• _What this task involves_
Find how many lines in the data below include the word "Keep", then write only that number.

• _Data segment_
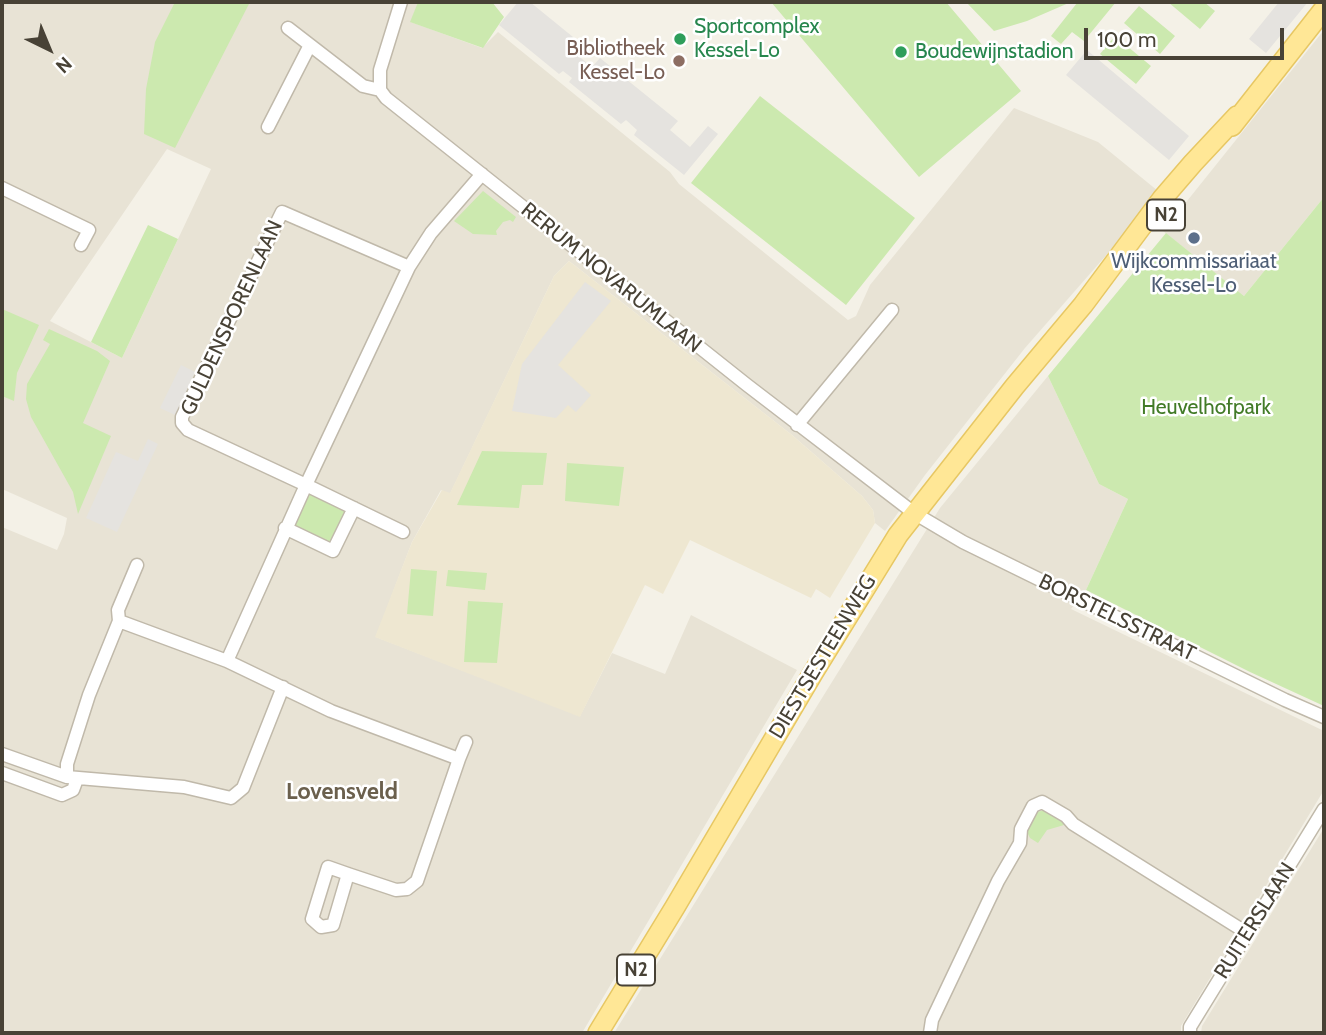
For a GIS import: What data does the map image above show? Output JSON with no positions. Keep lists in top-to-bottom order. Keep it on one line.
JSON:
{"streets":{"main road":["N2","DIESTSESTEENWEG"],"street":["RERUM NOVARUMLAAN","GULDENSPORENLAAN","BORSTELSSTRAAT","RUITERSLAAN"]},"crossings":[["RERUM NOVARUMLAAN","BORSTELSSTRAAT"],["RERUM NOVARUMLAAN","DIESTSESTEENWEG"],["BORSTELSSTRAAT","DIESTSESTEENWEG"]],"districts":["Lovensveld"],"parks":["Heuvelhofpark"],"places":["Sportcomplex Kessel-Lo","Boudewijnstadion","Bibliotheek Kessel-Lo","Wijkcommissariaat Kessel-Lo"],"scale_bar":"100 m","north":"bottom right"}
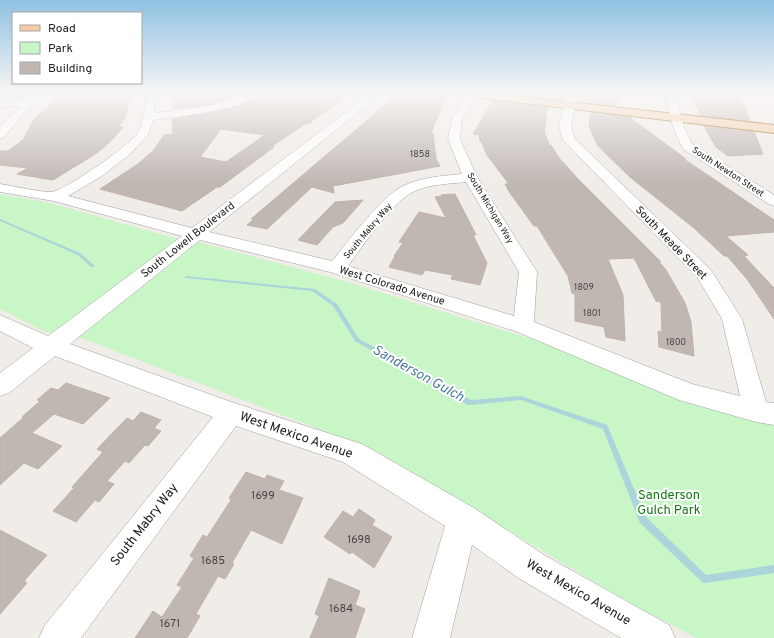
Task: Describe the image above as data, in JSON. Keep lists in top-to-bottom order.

• _Response area_
2